**GOAL OF THE EXERCISE**
Each line below that includes the word "Mostafa" is to be reported.

**RECORDS SUPPLIED**

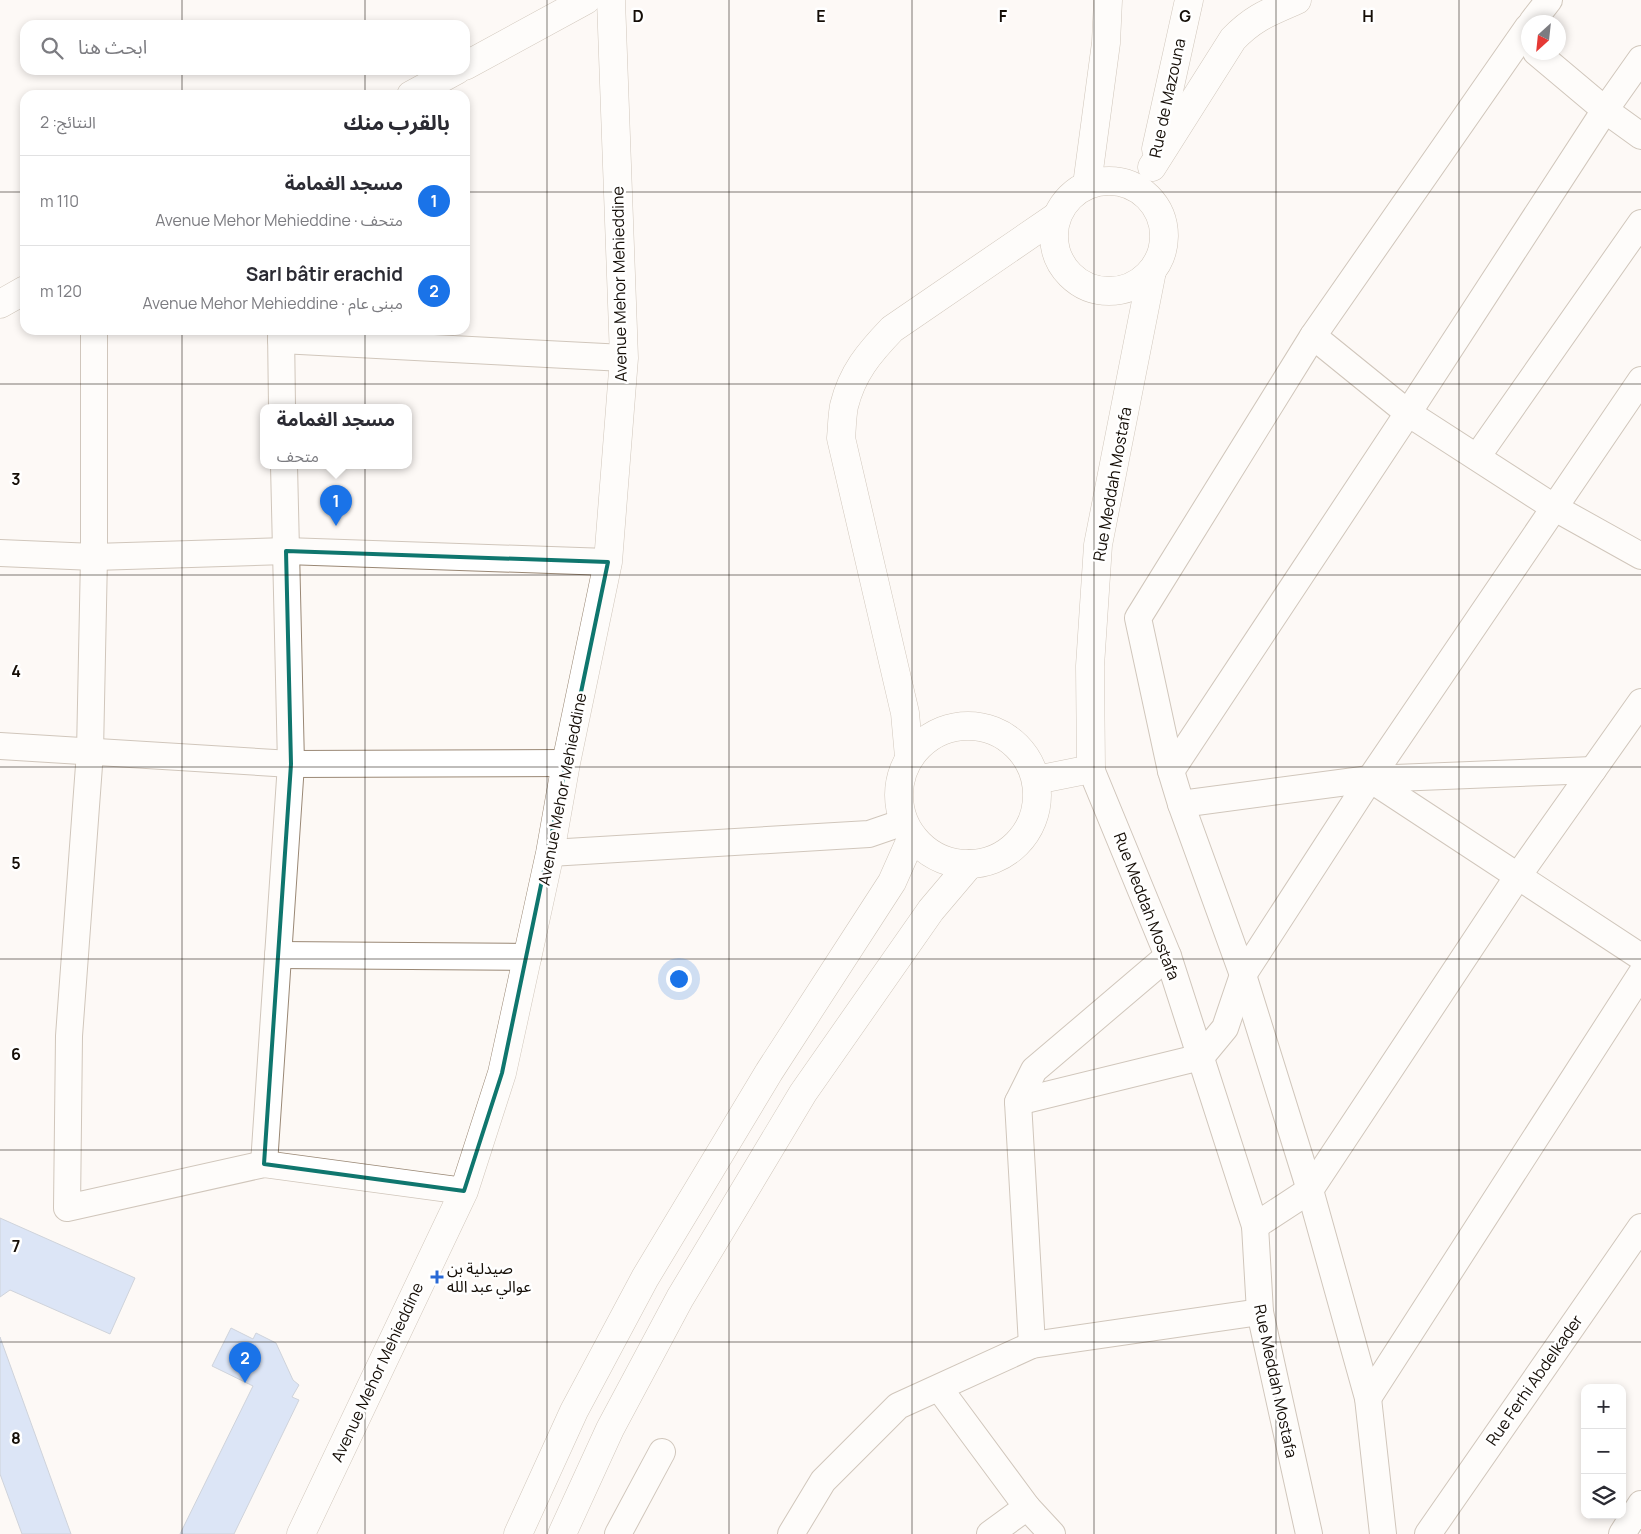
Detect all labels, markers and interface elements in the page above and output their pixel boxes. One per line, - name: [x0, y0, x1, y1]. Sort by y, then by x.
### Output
- text: D: [632, 5, 644, 27]
- text: E: [816, 5, 826, 27]
- text: F: [999, 5, 1008, 27]
- text: G: [1179, 5, 1191, 27]
- text: H: [1362, 5, 1374, 27]
- north arrow: [1521, 15, 1566, 60]
- search box: [20, 20, 470, 75]
- icon: search: [38, 34, 66, 62]
- text: ابحث هنا: [78, 34, 147, 60]
- street label: Rue de Mazouna: [1144, 36, 1190, 160]
- text: بالقرب منك: [343, 108, 450, 136]
- text: النتائج: 2: [40, 111, 96, 133]
- text: مسجد الغمامة: [285, 170, 403, 196]
- street label: Avenue Mehor Mehieddine: [606, 186, 632, 382]
- text: 110 m: [40, 190, 79, 212]
- text: 1: [431, 190, 438, 212]
- text: متحف · Avenue Mehor Mehieddine: [155, 209, 403, 231]
- text: Sarl bâtir erachid: [246, 261, 403, 287]
- text: 120 m: [40, 280, 82, 302]
- text: 2: [429, 280, 439, 302]
- text: مبنى عام · Avenue Mehor Mehieddine: [143, 292, 403, 314]
- popup: [260, 404, 412, 469]
- street label: Rue Meddah Mostafa: [1088, 405, 1136, 563]
- text: مسجد الغمامة: [277, 406, 395, 432]
- text: متحف: [277, 445, 319, 467]
- text: 3: [11, 468, 21, 490]
- pin: 1: [320, 485, 352, 526]
- text: 4: [11, 660, 21, 682]
- street label: Avenue Mehor Mehieddine: [533, 691, 591, 887]
- street label: Rue Meddah Mostafa: [1109, 829, 1185, 983]
- text: 5: [11, 852, 21, 874]
- your location: [666, 966, 692, 992]
- text: 6: [11, 1043, 21, 1065]
- text: 7: [12, 1235, 20, 1257]
- place label: صيدلية بن عوالي عبد الله: [447, 1257, 531, 1299]
- marker: صيدلية بن عوالي عبد الله: [431, 1271, 443, 1283]
- street label: Avenue Mehor Mehieddine: [326, 1279, 428, 1465]
- street label: Rue Meddah Mostafa: [1249, 1302, 1303, 1460]
- street label: Rue Ferhi Abdelkader: [1481, 1310, 1588, 1450]
- pin: 2: [229, 1342, 261, 1383]
- map controls: [1581, 1384, 1626, 1519]
- button: +: [1581, 1384, 1626, 1429]
- text: 8: [11, 1427, 21, 1449]
- button: −: [1581, 1429, 1626, 1474]
- button: layers: [1581, 1474, 1626, 1519]

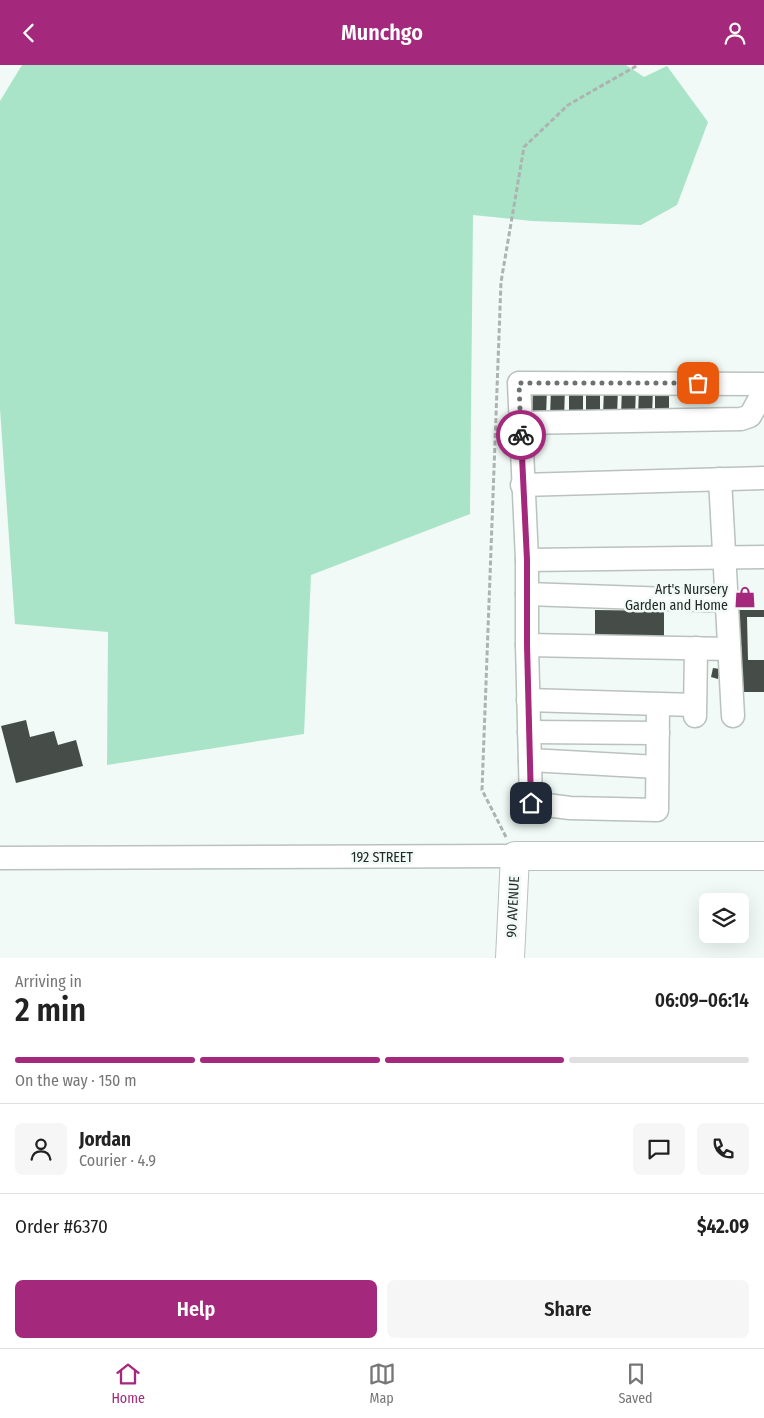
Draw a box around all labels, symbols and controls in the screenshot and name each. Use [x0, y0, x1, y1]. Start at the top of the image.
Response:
icon: back [15, 19, 43, 47]
text: Munchgo [341, 19, 423, 46]
icon: person [721, 19, 749, 47]
pin [677, 362, 719, 404]
icon: bag [684, 369, 712, 397]
courier [496, 410, 546, 460]
icon: bike [507, 421, 535, 449]
place label: Art's Nursery Garden and Home [625, 581, 729, 614]
shop icon: Art's Nursery Garden and Home [732, 584, 758, 610]
pin [510, 782, 552, 824]
icon: home [517, 789, 545, 817]
street label: 192 STREET [351, 849, 413, 866]
street label: 90 AVENUE [503, 875, 523, 938]
map controls [699, 893, 749, 943]
button: layers [699, 893, 749, 943]
text: Arriving in [15, 972, 82, 991]
text: 06:09–06:14 [655, 989, 749, 1012]
text: 2 min [15, 991, 86, 1029]
text: On the way · 150 m [15, 1071, 136, 1090]
button: person [15, 1123, 67, 1175]
button: chat [633, 1123, 685, 1175]
button: phone [697, 1123, 749, 1175]
text: Jordan [79, 1128, 131, 1151]
text: Courier · 4.9 [79, 1151, 156, 1170]
text: Order #6370 [15, 1215, 108, 1238]
text: $42.09 [697, 1215, 749, 1238]
button: Help [15, 1280, 377, 1338]
button: Share [387, 1280, 749, 1338]
tab: Home [111, 1360, 145, 1407]
tab: Map [368, 1360, 396, 1407]
tab: Saved [618, 1360, 653, 1407]

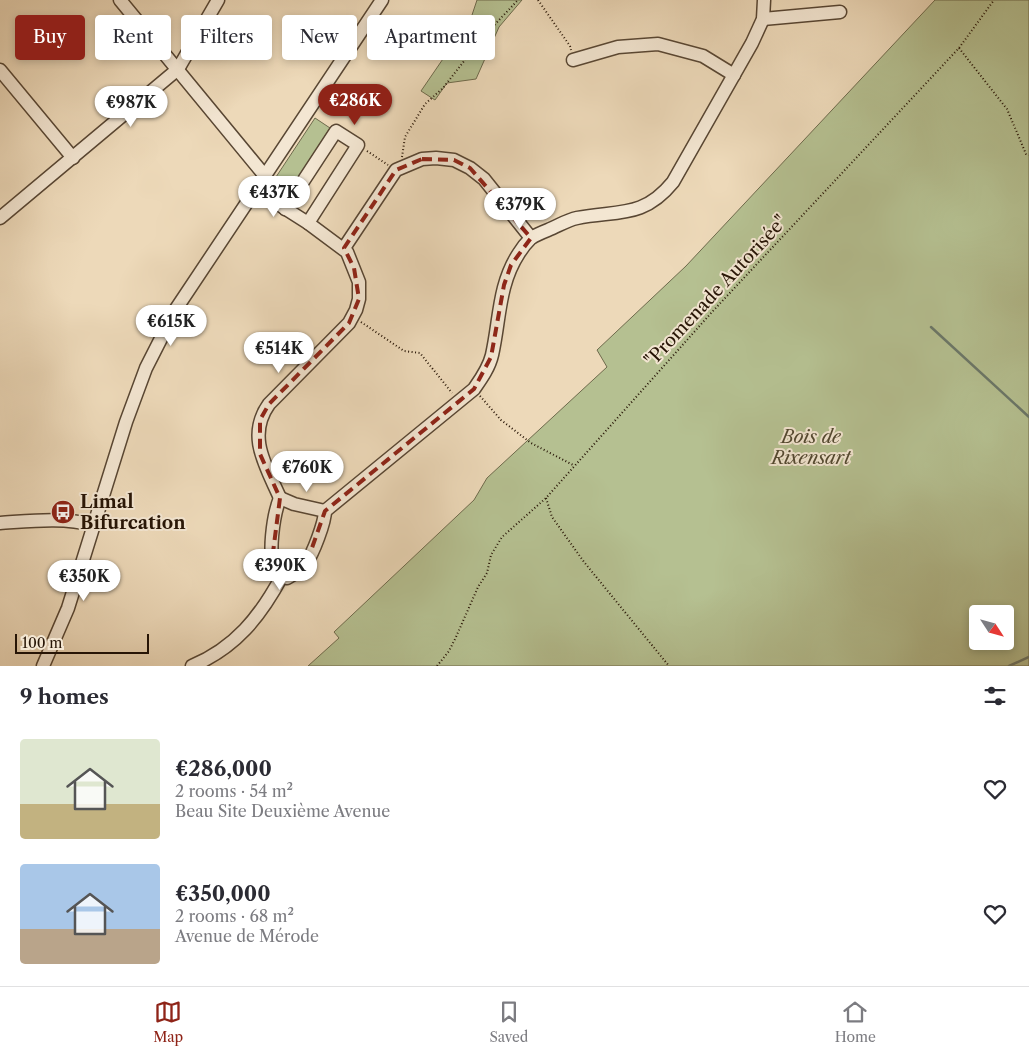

**REPLY**
- street label: Rue Meddah Mostafa: [1088, 405, 1136, 563]
- street label: Rue Meddah Mostafa: [1109, 829, 1185, 983]
- street label: Rue Meddah Mostafa: [1249, 1302, 1303, 1460]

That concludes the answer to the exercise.